A presidente da AMA, Pauline Pereira, explica que as prefeituras não possuem recursos para custear rotineiramente a manutenção dos automóveis junto com a logística, principalmente agora, com queda na arrecadação provocada pela pandemia do Covid-19. Além disso, por conta do período chuvoso, que causa um sobrepeso sobre os resíduos, o custo cobrado para o depósito no aterro sanitário disparou, porque o valor para acondicionamento é relacionado diretamente com o peso e o volume.

A Associação pede uma solução para a melhoria do acesso ao aterro sanitário, desconto no custo cobrado para o processo de gerenciamento e, também, a relação atualizada dos municípios alagoanos que têm contrato atual com a CTR de Pilar.
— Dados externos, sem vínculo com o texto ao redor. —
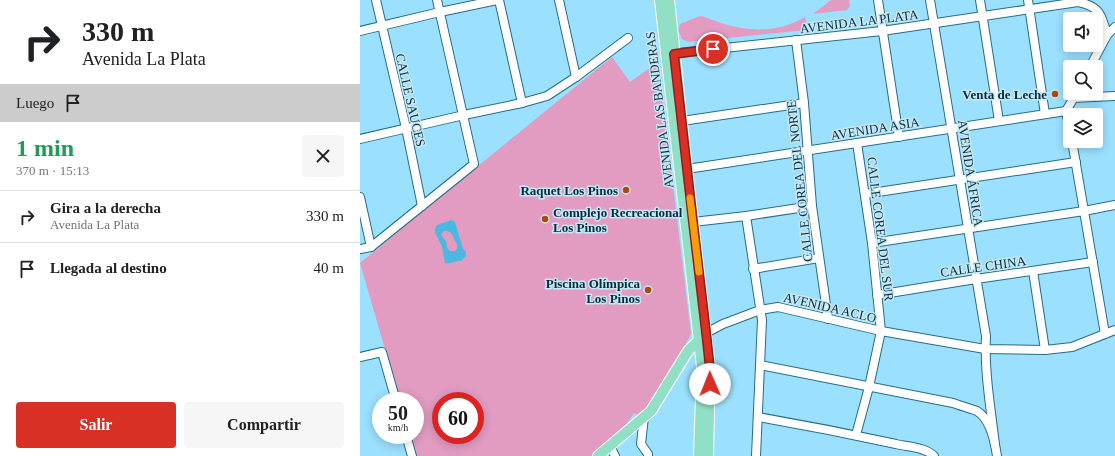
<!DOCTYPE html>
<html lang="es">
<meta charset="utf-8">
<style>
:root{--surface:#fff;--page:#f6f6f6;--text:#202124;--muted:#757577;--line:#e0e0e0;--accent:#d93025}
body{margin:0;font-family:Georgia,serif;background:var(--page);color:var(--text);height:100vh;display:flex;flex-direction:column;font-size:15px;white-space:nowrap}
*{box-sizing:border-box;margin:0}
p{font-size:13px;color:var(--muted)}
.icon{flex:none;width:22px;height:22px;fill:none;stroke:currentColor;stroke-width:2;stroke-linecap:round;stroke-linejoin:round}
.map{position:relative;flex:1;overflow:hidden}
.details{display:flex;flex-direction:column;background:var(--surface);width:360px}
.details>*{flex:none}
.hud{background:#fff;color:var(--text);overflow:hidden}
.buttons{position:absolute;left:703px;top:12px;display:grid;gap:8px}
.buttons a{display:grid;place-items:center;width:40px;height:40px;border-radius:4px;background:var(--surface);box-shadow:0 2px 10px #0003;font-size:20px}
.speed{position:absolute;left:12px;top:392px;display:flex;gap:8px;font-size:20px;font-weight:700;text-align:center}
.speed>*{display:grid;place-content:center;width:52px;height:52px;border-radius:50%;background:var(--surface);box-shadow:0 2px 10px #0003;line-height:1}
.speed small{font-size:10px;font-weight:400}
.speed .limit{border:6px solid #d22;background:#fff;color:#111}
.pin{position:absolute;display:grid;place-items:center;width:34px;height:34px;color:#fff;margin:-17px;border:2px solid #fff;border-radius:50%;box-shadow:0 1px 4px #0007}
.me{position:absolute;width:44px;margin:-22px;rotate:359deg;stroke-linejoin:round;filter:drop-shadow(0 0 3px #0008)}
.turn{display:flex;align-items:center;gap:14px;height:84px;padding:0 16px;font-size:18px}
.turn .icon{width:52px;height:52px;stroke-width:2.5}
.turn b{display:block;font-size:28px;line-height:34px}
.then{display:flex;align-items:center;height:38px;padding:0 16px;background:#0003;gap:8px;font-size:15px}
.round{display:grid;place-items:center;flex:none;width:42px;height:42px;border-radius:4px;background:var(--page)}
.headline{display:flex;align-items:center;justify-content:space-between;height:68px;padding:0 16px}
h1{font-size:24px;font-weight:800;line-height:30px;color:#1e9e55}
.primary-button{display:flex;gap:8px;margin-top:auto;padding:8px 16px}
.primary-button a{flex:1;height:46px;border-radius:4px;background:var(--accent);color:#fff;font-size:16px;font-weight:800;line-height:46px;text-align:center}
.primary-button a+a{background:var(--page);color:var(--text)}
ul{padding:0;list-style:none}
li{display:flex;align-items:center;gap:12px;height:52px;padding:0 16px;border-top:1px solid var(--line)}
li div{flex:1}
li b{display:block;font-size:15px}
li em{font-style:normal}
main{display:flex;flex:1;min-height:0}
.map>svg:first-child{display:block}
.green{fill:#e29bc1;fill-rule:evenodd}
.water{fill:#49b9e2;fill-rule:evenodd}
.lines{fill:none;stroke-linecap:round;stroke-linejoin:round}
.minor-casing{stroke:#256d87;stroke-width:10}
.major-casing{stroke:#fff;stroke-width:12}
.minor{stroke:#fff;stroke-width:8}
.major{stroke:#91dfc4;stroke-width:10}
.route-casing{stroke:#8d1f18;stroke-width:10}
.route{stroke:#d93025;stroke-width:7}
.slow{stroke:#f59e0b;stroke-width:7}
.poi-dot{fill:#ac4a09;stroke:#c7e8f7;stroke-width:1.5}
.labels{text-anchor:middle;stroke-width:3;stroke-linejoin:round;paint-order:stroke}
.street-label{font-size:13px;fill:#042d3b;stroke:#c7e8f7}
.poi-label{font-size:13px;font-weight:bold;fill:#042d3b;stroke:#c7e8f7;text-anchor:end}
</style>
<main>
<section class="details">
<div class="hud">
<div class="turn"><svg class="icon" aria-label="right" viewBox="0 0 24 24"><path d="M7 20v-9h11M14 6l5 5-5 5"/></svg><div><b>330 m</b>Avenida La Plata</div></div>
<div class="then">Luego<svg class="icon" aria-label="arrive" viewBox="0 0 24 24"><path d="M6 21V4h12l-3 4 3 4H6"/></svg></div>
</div>
<div class="headline"><div><h1>1 min</h1><p>370 m · 15:13</p></div><a class="round"><svg class="icon" aria-label="close" viewBox="0 0 24 24"><path d="M6 6l12 12M18 6L6 18"/></svg></a></div>
<ul>
<li><svg class="icon" aria-label="right" viewBox="0 0 24 24"><path d="M7 20v-9h11M14 6l5 5-5 5"/></svg><div><b>Gira a la derecha</b><p>Avenida La Plata</p></div><em>330 m</em></li>
<li><svg class="icon" aria-label="arrive" viewBox="0 0 24 24"><path d="M6 21V4h12l-3 4 3 4H6"/></svg><div><b>Llegada al destino</b></div><em>40 m</em></li>
</ul>
<div class="primary-button"><a>Salir</a><a>Compartir</a></div>
</section>
<div class="map">
<svg width="755" height="456" viewBox="0 0 755 456">
<rect width="100%" height="100%" fill="#9be0fe"/>
<g class="green">
<polygon points="471,0 489,0 490,6 487,10 453,14"/>
<path d="M340,16C348,17 356,22 364,24C384,30 407,32 428,25C434,23 439,20 445,17L447,26L446,30L328,42L322,39L318,30L320,24Z"/>
<path d="M252,57L270,82L298,62L331,334L291,407L279,416L274,413L264,428L232,456H56L50,435H55V401H40L0,263L113,170ZM81,401H115V435H81Z"/>
</g>
<path class="water" d="M91,220L95,222L103,249L106,252V256L101,261C95,260 91,265 85,263L82,247L75,232V228L77,225ZM84,231C94,230 92,238 97,244V249L95,251H90C86,248 87,245 86,241C84,238 82,238 81,234Z"/>
<g class="lines">
<defs>
<g id="minor">
<polyline points="16,0 46,128 62,206"/>
<polyline points="139,0 162,103"/>
<polyline points="199,0 216,77"/>
<polyline points="518,0 539,137"/>
<path d="M570,0L626,336C624,372 631,409 635,445"/>
<polyline points="620,0 639,121"/>
<polyline points="668,0 685,114"/>
<polyline points="0,31 80,12 137,0"/>
<polyline points="436,40 444,103 452,206 468,319"/>
<path d="M309,54L522,31L718,2C740,6 742,16 747,35"/>
<polyline points="730,67 747,35 755,27"/>
<polyline points="713,98 755,96"/>
<polyline points="322,121 444,103"/>
<polyline points="710,131 706,111 716,94"/>
<polyline points="0,139 104,115 162,103 187,96 216,77 268,38"/>
<polyline points="712,141 745,334"/>
<polyline points="327,169 706,111"/>
<polyline points="505,194 716,162"/>
<polyline points="0,197 11,247"/>
<polyline points="386,216 402,320 396,456"/>
<polyline points="333,222 386,216 452,206"/>
<polyline points="512,243 724,211 755,205"/>
<polyline points="0,249 11,247 114,164 77,0"/>
<polyline points="393,269 459,258"/>
<polyline points="673,271 685,350"/>
<polyline points="517,295 616,279 733,262"/>
<polyline points="346,333 363,324 400,310 418,307 521,331 625,349 685,350 712,347 755,330"/>
<polyline points="0,357 22,352 36,401"/>
<path d="M400,365L593,403C601,406 609,408 617,411C630,419 635,442 637,456"/>
<polyline points="284,417 281,444 288,454 288,456"/>
<path d="M398,417C444,425 490,434 536,444C548,447 565,447 574,456"/>
<polyline points="46,435 52,456"/>
<polyline points="496,435 509,387 521,331 512,243 497,143"/>
<polyline points="250,446 255,456"/>
</g>
<g id="major">
<polyline points="300,0 342,367 339,456"/>
<polyline points="309,0 327,169 350,369 348,456"/>
<polyline points="238,456 291,411 328,351 342,337"/>
</g>
</defs>
<use href="#minor" class="minor-casing"/>
<use href="#major" class="major-casing"/>
<use href="#minor" class="minor"/>
<use href="#major" class="major"/>
</g>
<g class="lines">
<defs>
<polyline id="route" points="350,384 350,369 346,332 333,222 314,54 353,49"/>
</defs>
<use href="#route" class="route-casing"/>
<use href="#route" class="route"/>
<polyline class="slow" points="330,198 339,272"/>
</g>
<g class="poi-dot">
<circle cx="695" cy="94" r="4"/>
<circle cx="266" cy="190" r="4"/>
<circle cx="185" cy="219" r="4"/>
<circle cx="288" cy="290" r="4"/>
</g>
<g class="labels">
<g class="street-label">
<text transform="translate(499 21) rotate(-7)" y="5">AVENIDA LA PLATA</text>
<text transform="translate(51 100) rotate(77)" y="5">CALLE SAUCES</text>
<text transform="translate(299 110) rotate(-97)" y="5">AVENIDA LAS BANDERAS</text>
<text transform="translate(515 128) rotate(-9)" y="5">AVENIDA ASIA</text>
<text transform="translate(611 173) rotate(81)" y="5">AVENIDA ÁFRICA</text>
<text transform="translate(439 181) rotate(-96)" y="5">CALLE COREA DEL NORTE</text>
<text transform="translate(521 229) rotate(83)" y="5">CALLE COREA DEL SUR</text>
<text transform="translate(623 266) rotate(-8)" y="5">CALLE CHINA</text>
<text transform="translate(470 307) rotate(13)" y="5">AVENIDA ACLO</text>
</g>
<g class="poi-label">
<text x="687" y="99">Venta de Leche</text>
<text x="258" y="195">Raquet Los Pinos</text>
<text x="193" y="217" text-anchor="start">Complejo Recreacional<tspan x="193" dy="15">Los Pinos</tspan></text>
<text x="280" y="288">Piscina Olímpica<tspan x="280" dy="15">Los Pinos</tspan></text>
</g>
</g>
</svg>
<div class="buttons">
<a><svg class="icon" aria-label="sound" viewBox="0 0 24 24"><path d="M4 9h4l5-4v14l-5-4H4zM17 9q2 3 0 6"/></svg></a>
<a><svg class="icon" aria-label="search" viewBox="0 0 24 24"><circle cx="10" cy="10" r="6"/><path d="M15 15l6 6"/></svg></a>
<a><svg class="icon" aria-label="layers" viewBox="0 0 24 24"><path d="M12 4l9 5-9 5-9-5zM3 14l9 5 9-5"/></svg></a>
</div>
<div class="speed"><div>50<small>km/h</small></div><div class="limit">60</div></div>
<div class="pin" style="left:353px;top:49px;background:#d93025"><svg class="icon" aria-label="arrive" viewBox="0 0 24 24"><path d="M6 21V4h12l-3 4 3 4H6"/></svg></div>
<svg class="me" style="left:350px;top:384px" viewBox="-20 -20 40 40"><circle r="19" fill="#fff"/><path d="M0-13L10 11 0 6-10 11z" fill="#d93025"/></svg>
</div>
</main>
Desde 2018, cada gestor tem a responsabilidade de destinar corretamente os resíduos após o fechamento definitivo dos lixões a céu aberto, em cumprimento às políticas estaduais de meio ambiente e às exigências do MPE.

O Grupo Alagoas Ambiental possui duas Centrais de Tratamento de Resíduos (CTR), como a Unidade Metropolitana, localizada em Pilar, e Unidade Agreste, localizada em Arapiraca. Atualmente, cerca de 70% dos municípios do Estado depositam resíduos nos locais administrados pelo grupo, cumprindo assim, o que preconiza a Lei nº 12.305/2010 – Política Nacional de Resíduos Sólidos.